Ein Ausbleiben grundsätzlicher Fortschritte einer in diesem Sinne orientierten Bevölkerungspolitik stellt aber eine ständige latente Gefährdung für die mäßigen wirtschaftlichen Fortschritte innerhalb dieser Weltregion dar. Letztlich kann es hierdurch zu einem katastrophalen weltregionalen Rückfall und Zusammenbruch - auf Grund der Überschreitung weltregionaler Tragfähigkeitsgrenzen - kommen. Eine solche weltregionale Katastrophe würde stark an die globalen Kollapslinien des "Überschuss-Modus" der Modelle der "Grenzen des Wachstums" erinnern. Die Wirkungszusammenhänge wären allerdings erheblich komplexer, als es diese frühen Computersimulationen abbilden konnten - auf welche Weise die politischen Folgen solcher denkbarer weltregionaler Katastrophen globale Ausmaße annehmen würden, bleibt weitgehend spekulativ. <098>

Feststellen lässt sich aber, dass für die Länder der Vierten Welt insgesamt eine ökonomische bzw. infrastrukturelle Entwicklungslücke zu erkennen ist, die nicht nur ihre eigene Entwicklung, sondern darüber hinaus auch die globale politische Stabilität gefährdet. Deshalb liegt es im Eigeninteresse der reichen Länder der Ersten Welt, durch erheblich gesteigerte Transferleistungen in die Vierte Welt deren infrastrukturelle Modernisierung zu unterstützen. Die Entwicklung einer überzeugenden und sachlich ausreichenden Sozialkomponente der Globalisierung, in Form eines gesichert finanzierten "Weltsozialfonds", erhöht die Chancen einer frühzeitigen Beendigung der "Weltbevölkerungsexplosion" erheblich - sie kann als entscheidender, bislang fehlender Faktor einer durchgängigen globalen Stabilisierung angesehen werden. Die Etablierung einer solchen Sozialkomponente der Globalisierung muss möglichst umgehend erfolgen, damit die weltweite Stabilisierung in der zweiten Hälfte des 21sten Jahrhunderts zu ihrem Abschluss gebracht werden kann. Dabei dürfte - nach den hier angestellten Überschlagsrechnungen - ein Mitteltransfer von weniger als 1 Prozent des Nationaleinkommens bzw. Sozialprodukts der Ersten Welt für eine tatsächliche Problemlösung ausreichend sein - eine Quote, die in Anbetracht der Bedeutung der Aufgabe eher bescheiden wirkt und ökonomisch verkraftbar sein sollte. <099>

Eine kritische Überprüfung der Ergebnisse dieser Studie sollte - mit Hilfe verfeinerter Modelle - zu einer eventuell nötigen Korrektur oder zu einer Bestätigung und Präzisierung führen. Ein solches Forschungsprojekt halte ich für eine dringende wissenschaftliche Aufgabe. <100> 

 


1 Detlef Georg Siebert ist Sozialwissenschaftler und unabhängiger Zukunftsforscher. Er arbeitete etwa acht Jahre lang an der Entwicklung und Verbesserung empirisch basierter Simulationsmodelle, unter anderem am Wissenschaftszentrum Berlin für Sozialforschung (WZB). Neben der Entwicklung eines Prognosemodells für den bundesdeutschen Akademiker-Arbeitsmarkt - das bereits 1988 die jetzige Trendwende in Richtung einer Akademiker-Mangelsituation vorhersagte - erarbeitete er verschiedene Modifikationen der Forrester/Meadows-Modelle und analysierte weitere prominente sozialwissenschaftliche Globalmodelle. In den letzten Jahren analysierte er den "integralen Ansatz" von Ken Wilber, als möglichen neuen übergeordneten philosophisch-spirituellen Bezugsrahmen und erarbeitete einen Vorschlag zur Optimierung des geschichtsphilosophischen "Vier-Quadranten-Modells" von Wilber.

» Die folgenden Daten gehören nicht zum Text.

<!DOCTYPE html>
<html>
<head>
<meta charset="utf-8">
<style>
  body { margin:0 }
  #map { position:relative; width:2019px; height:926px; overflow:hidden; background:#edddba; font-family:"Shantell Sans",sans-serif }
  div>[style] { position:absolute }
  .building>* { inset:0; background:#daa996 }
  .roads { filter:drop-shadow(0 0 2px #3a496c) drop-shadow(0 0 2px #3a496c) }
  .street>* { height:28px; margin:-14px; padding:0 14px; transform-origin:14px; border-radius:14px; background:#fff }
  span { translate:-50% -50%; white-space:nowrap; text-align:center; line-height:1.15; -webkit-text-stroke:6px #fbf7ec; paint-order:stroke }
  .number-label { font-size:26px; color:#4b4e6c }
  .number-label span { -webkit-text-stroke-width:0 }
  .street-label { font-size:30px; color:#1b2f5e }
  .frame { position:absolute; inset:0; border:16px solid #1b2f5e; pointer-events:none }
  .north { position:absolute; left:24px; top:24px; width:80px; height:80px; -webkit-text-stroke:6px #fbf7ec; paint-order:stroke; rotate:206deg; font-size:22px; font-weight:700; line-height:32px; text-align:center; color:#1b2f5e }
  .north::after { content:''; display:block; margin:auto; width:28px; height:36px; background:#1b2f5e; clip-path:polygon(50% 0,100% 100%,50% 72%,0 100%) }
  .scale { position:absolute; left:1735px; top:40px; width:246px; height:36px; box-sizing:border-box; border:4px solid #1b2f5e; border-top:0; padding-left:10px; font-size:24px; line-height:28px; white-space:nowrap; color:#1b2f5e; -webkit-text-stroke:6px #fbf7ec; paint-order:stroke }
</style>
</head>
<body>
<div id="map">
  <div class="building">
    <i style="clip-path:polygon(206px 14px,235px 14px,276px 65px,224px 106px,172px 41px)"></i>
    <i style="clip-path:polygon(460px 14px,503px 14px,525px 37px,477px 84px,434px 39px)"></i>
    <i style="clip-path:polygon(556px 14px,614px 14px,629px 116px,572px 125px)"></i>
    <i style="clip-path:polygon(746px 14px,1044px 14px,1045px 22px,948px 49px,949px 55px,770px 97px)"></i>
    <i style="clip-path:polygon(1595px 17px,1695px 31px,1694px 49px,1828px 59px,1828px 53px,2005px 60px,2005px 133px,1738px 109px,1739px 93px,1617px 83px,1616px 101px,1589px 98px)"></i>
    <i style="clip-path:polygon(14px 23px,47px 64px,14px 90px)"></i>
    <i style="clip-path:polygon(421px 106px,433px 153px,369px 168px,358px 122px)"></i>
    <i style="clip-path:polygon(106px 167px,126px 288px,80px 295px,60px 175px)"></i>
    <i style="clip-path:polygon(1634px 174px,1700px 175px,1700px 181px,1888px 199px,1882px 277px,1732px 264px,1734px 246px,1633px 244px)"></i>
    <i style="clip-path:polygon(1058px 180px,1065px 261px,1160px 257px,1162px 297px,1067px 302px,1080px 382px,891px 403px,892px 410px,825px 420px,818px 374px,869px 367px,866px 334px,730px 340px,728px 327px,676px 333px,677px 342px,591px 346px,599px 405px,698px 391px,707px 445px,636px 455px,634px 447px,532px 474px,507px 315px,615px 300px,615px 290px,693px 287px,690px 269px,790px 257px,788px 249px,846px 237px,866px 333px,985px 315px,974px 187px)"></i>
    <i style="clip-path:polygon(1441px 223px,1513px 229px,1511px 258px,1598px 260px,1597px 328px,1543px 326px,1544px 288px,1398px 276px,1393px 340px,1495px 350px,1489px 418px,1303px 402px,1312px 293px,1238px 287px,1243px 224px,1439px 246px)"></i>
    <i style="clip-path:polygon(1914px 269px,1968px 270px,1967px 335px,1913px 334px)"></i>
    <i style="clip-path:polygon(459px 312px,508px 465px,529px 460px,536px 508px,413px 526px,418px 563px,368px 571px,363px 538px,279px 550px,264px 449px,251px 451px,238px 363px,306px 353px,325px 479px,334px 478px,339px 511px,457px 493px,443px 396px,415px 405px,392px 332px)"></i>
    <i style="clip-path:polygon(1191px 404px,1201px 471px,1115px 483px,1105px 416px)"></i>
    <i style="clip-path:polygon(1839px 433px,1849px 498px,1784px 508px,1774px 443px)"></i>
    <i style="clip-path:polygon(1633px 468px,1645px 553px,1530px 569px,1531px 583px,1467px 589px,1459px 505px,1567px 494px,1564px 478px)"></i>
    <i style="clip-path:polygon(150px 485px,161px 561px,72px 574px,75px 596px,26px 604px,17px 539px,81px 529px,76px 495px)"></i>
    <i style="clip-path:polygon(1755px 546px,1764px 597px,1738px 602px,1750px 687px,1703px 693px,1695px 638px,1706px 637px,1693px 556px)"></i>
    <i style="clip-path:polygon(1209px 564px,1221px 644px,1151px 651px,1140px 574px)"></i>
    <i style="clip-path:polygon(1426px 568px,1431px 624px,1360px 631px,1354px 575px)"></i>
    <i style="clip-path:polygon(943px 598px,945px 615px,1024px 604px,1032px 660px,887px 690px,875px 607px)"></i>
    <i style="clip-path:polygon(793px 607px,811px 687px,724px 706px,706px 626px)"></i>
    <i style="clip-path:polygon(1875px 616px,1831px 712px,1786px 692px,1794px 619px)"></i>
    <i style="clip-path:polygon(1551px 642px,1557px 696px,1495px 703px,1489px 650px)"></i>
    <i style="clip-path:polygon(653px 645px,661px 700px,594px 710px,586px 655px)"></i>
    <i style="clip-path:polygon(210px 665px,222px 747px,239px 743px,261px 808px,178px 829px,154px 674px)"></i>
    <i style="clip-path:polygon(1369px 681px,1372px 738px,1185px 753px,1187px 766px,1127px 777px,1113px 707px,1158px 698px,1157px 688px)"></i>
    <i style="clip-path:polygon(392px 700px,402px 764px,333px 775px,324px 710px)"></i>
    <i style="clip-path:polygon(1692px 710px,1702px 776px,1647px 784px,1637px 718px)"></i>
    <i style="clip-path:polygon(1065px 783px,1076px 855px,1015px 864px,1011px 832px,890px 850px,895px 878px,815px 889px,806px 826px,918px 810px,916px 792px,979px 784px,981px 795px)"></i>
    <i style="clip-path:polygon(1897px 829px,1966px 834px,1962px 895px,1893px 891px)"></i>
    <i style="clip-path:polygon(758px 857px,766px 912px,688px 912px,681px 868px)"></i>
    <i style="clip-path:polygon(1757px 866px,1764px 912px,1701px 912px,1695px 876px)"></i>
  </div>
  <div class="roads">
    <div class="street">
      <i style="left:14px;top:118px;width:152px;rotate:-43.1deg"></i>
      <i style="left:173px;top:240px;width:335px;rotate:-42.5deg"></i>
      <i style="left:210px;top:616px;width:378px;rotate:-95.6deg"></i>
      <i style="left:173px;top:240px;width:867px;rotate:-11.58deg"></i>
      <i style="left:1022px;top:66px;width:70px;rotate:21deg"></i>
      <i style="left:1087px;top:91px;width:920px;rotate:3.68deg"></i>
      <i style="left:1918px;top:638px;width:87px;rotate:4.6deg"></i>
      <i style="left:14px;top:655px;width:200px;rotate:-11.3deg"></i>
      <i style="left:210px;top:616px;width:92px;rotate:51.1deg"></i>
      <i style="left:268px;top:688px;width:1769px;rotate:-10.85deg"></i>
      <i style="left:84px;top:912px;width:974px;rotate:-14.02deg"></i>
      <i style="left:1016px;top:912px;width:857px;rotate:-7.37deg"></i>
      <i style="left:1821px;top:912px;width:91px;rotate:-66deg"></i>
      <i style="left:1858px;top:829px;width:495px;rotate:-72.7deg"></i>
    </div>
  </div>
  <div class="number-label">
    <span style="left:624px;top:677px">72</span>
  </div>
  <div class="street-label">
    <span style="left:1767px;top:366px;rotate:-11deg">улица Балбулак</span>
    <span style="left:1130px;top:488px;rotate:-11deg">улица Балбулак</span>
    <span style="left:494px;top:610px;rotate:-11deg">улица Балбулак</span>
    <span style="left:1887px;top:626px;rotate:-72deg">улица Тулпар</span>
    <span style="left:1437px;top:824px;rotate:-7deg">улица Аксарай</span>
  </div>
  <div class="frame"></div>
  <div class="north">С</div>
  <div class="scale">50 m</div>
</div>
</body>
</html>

2 Als Maximum der Populationsstärke wurden verschiedene Werte errechnet. Forrester selbst gibt in der 1973er Version seines Originalmodells für den Überschuss-Modus eines fortgesetzten Wachstumspfades einen Wert von etwa 5,5 Milliarden Menschen um 2020 herum an (Jay W. Forrester: World Dynamics. Second Edition. Cambridge, Massachusetts 1973: 8ff bzw. 67ff). 1974 wurde das erheblich verfeinerte World3-Modell des Meadows-Teams veröffentlicht: In der Standardvariante des ungebremsten Wachstumspfades erreicht dieses Modell um 2030 bei etwa 7 Milliarden Menschen den Höhepunkt des Überschuss-Modus (vgl. "Run 7-6" in Dennis L. Meadows et al.: Dynamics of Growth in a Finite World. Cambridge, Massachusetts 1974). 1991 veröffentlichten die Meadows eine nochmals leicht modifizierte Modellvariante unter dem Namen World3/91 – hier "peakt" der Überschuss-Modus bei gut 8 Milliarden Menschen, ebenfalls um 2030 (Donella und Dennis Meadows / Jørgen Randers: Die neuen Grenzen des Wachstums. Reinbek bei Hamburg 1993: 166 und 295). Reproduzierte Grafiken verschiedener Läufe dieser Modelle finden Sie auch im Internet unter der oben genannten Adresse (Klick: Ältere Prognosen, Plausible Visionen ... für das 21. Jahrhundert).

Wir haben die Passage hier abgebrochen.